Over the last quarter-century that she has been working in television, Judith Sheindlin, better known as Judge Judy, has carved her own lane and become the blueprint for any and all contemporaries working in the legal field on cable television today. Although her namesake program Judge Judy may have finally come to an end, it's far from the end of the line for Judy, who is now hosting the Amazon-backed Judy Justice following the same relative format that the other show did.
For however beloved Judge Judy was over the nearly three decades it was on the air, the show had a lot of problems too. Namely, there were repeated allegations of toxicity, racism, and other unscrupulous actions perpetrated by some of the most important people running the show over the years. So, what do we know about the toxic workplace that Judge Judy was alleged to have been? Keep reading for all of the details.
There are worries that Judy's new show will perpetuate the same toxic workplace culture that 'Judge Judy' reportedly did.
In an interview with Business Insider, a group of former employees of Judge Judy described what the outlet called "an unrelenting high-pressure environment behind the scenes at the show." They insinuated that Judy did not keep racism, sexual harassment, and general abuse at bay while hosting the show and continued to empower those who were the cause of it. Furthermore, it was noted that these issues have been ongoing and documented in both legal trials and the media for the better part of the last two decades.
Although Judy herself was not accused of perpetrating those actions, the former employees claimed that she was aware of what was going on and did nothing to stop it. The Insider report on the issue shared that the show's long-standing executive producer and director Randy Douthit was accused on multiple occasions of making inappropriate comments to female staffers, sexually harassing employees, and making sure that junior producers didn't bring many Black litigants to appear on the show.

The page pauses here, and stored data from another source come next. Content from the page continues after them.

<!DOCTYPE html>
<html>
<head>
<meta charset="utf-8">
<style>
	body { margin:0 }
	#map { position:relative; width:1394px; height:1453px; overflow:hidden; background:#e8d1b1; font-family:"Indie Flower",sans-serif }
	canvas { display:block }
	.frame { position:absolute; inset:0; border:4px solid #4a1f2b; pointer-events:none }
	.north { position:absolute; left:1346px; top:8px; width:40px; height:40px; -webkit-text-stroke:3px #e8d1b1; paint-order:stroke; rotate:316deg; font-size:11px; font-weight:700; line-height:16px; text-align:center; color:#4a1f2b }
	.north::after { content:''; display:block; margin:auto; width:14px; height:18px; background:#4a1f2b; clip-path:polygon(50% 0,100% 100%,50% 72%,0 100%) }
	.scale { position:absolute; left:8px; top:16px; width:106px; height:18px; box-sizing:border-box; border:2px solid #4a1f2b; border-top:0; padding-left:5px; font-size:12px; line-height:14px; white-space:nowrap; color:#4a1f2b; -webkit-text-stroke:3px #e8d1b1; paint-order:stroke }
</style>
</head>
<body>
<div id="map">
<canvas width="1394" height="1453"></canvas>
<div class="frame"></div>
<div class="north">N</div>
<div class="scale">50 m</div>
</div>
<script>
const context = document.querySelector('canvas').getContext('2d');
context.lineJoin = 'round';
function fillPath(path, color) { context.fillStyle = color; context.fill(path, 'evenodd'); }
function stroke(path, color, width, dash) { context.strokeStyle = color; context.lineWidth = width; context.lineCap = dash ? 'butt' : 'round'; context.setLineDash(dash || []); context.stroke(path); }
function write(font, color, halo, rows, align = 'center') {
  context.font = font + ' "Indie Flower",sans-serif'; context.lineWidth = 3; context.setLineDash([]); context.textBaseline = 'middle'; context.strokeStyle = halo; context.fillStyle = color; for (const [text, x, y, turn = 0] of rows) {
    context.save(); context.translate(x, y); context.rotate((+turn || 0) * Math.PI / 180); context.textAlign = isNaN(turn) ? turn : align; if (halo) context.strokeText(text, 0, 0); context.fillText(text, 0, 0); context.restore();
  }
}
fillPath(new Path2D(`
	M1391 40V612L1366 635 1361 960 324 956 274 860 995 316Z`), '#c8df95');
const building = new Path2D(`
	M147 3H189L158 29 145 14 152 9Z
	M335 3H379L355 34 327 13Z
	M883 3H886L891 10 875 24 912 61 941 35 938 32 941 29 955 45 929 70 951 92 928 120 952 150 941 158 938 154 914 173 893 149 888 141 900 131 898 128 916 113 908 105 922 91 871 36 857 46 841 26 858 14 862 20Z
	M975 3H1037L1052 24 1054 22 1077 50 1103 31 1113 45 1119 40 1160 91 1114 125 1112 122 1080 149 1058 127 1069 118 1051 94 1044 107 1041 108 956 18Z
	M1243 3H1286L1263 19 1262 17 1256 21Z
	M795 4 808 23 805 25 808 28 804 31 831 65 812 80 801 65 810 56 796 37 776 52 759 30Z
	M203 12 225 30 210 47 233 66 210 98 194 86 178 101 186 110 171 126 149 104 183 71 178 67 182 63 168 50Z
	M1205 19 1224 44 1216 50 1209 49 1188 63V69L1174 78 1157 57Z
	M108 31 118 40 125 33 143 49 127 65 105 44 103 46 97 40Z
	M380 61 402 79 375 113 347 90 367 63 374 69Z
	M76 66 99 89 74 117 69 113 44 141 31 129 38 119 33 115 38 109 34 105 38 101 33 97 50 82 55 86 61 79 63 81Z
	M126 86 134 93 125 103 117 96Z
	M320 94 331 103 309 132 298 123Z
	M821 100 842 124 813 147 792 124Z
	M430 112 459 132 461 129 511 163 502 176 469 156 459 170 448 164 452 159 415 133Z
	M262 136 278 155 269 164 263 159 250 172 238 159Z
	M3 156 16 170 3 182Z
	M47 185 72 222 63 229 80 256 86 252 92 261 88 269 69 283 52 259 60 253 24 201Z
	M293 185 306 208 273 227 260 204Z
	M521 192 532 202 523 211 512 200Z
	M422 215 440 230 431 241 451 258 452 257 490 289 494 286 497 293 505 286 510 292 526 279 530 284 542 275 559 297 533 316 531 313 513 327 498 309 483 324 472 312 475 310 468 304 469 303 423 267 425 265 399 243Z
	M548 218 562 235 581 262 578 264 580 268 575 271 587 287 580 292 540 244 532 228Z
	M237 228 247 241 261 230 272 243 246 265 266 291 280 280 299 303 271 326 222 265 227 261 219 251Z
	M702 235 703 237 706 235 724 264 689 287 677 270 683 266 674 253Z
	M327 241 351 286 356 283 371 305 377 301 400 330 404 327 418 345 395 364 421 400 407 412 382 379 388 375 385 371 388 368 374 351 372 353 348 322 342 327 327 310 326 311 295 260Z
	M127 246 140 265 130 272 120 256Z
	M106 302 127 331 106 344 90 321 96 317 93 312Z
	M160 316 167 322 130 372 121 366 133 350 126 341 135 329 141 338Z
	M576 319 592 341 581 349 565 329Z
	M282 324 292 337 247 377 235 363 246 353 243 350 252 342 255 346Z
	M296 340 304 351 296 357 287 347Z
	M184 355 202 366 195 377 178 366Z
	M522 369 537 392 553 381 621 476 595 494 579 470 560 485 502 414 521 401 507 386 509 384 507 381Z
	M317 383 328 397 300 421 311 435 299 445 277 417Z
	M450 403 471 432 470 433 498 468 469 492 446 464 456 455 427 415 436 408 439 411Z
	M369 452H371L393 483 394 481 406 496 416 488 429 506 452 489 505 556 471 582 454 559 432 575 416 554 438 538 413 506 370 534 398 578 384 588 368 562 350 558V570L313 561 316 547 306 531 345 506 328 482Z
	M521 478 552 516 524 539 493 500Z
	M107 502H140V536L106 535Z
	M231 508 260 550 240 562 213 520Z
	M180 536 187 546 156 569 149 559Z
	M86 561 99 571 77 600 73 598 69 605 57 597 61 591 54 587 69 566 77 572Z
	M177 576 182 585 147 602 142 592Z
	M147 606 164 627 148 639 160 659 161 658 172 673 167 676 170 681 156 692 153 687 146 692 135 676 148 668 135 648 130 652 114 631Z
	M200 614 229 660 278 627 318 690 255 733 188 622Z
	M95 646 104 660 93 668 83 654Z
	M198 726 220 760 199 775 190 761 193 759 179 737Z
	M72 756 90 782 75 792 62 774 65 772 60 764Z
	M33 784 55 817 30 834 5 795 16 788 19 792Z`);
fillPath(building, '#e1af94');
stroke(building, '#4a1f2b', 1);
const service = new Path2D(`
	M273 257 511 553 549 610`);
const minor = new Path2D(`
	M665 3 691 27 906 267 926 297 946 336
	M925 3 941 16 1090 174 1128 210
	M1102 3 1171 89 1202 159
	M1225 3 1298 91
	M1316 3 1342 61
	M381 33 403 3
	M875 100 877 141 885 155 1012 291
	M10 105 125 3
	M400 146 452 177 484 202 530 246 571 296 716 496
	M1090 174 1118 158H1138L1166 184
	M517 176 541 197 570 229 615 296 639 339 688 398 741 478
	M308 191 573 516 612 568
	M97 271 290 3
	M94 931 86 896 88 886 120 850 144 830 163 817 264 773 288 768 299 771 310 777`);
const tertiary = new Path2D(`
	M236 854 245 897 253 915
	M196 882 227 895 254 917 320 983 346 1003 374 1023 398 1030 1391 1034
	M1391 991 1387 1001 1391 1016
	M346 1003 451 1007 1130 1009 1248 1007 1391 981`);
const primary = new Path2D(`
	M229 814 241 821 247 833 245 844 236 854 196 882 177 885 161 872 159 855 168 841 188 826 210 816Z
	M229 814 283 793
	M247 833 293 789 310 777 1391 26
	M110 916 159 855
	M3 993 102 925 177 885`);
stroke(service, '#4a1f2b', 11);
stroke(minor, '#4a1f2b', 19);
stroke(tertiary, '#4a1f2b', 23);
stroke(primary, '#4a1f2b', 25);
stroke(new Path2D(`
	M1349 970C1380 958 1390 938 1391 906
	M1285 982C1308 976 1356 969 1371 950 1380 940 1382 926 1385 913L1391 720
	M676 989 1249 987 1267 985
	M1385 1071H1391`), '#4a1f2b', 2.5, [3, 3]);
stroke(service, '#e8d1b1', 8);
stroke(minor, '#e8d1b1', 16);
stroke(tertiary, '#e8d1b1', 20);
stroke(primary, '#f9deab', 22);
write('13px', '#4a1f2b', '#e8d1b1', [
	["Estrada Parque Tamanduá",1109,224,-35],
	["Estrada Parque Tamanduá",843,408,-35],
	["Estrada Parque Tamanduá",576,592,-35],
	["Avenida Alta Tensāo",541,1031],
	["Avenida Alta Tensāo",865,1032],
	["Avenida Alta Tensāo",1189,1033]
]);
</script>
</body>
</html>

However, Randy wasn't the only person accused of causing problems on the Judge Judy set. The show's supervising producer Victoria Jenest as well as its co-executive producer Amy Freisleben were also accused of pitting staffers against one another, threatening people's jobs frequently, drinking on the set, and having contempt for those who appeared on the show.
Despite these issues, the trio remained employed with Judge Judy and have reprised their roles on Judy's new Amazon show.
Judy, her representatives, and Randy have all hit back against the negative claims made about the show.
In another statement, per Insider, Judy addressed the claims that she was not fully present and aware as the show's leader, but did not mention the accusations against Randy, Victoria, or Amy.
"To author a piece which speculates that I 'was untouchable,' 'don't care how the show gets made,' 'that I don't trust anyone,' 'didn't like cases involving dogs, dog bites or strippers,' 'by and large didn't interact with staffers,' 'wasn't worried about the coronavirus,' is appalling," Judy said.
A spokesperson for the television judge added that "Seventy-five percent of the staff and crew from Judge Judy now works at Judy Justice. The majority of those individuals have been with Judge Sheindlin, on average, from a decade to her entire 25 year run. That's a rarity, especially in the television industry. It happens because there is a positive work environment where there is mutual respect."
On the other side of things, Randy's attorneys insisted that "Mr. Douthit categorically denies that he ever engaged in any sexual harassment, racism or any other abusive conduct towards members of the show's production or its participants." They added that, "Mr. Douthit has always fostered a supportive, productive, safe and inclusive work environment for everyone involved in the show."
Neither Amy, Victoria, nor their representatives have spoken out about the accusations against them as of this writing.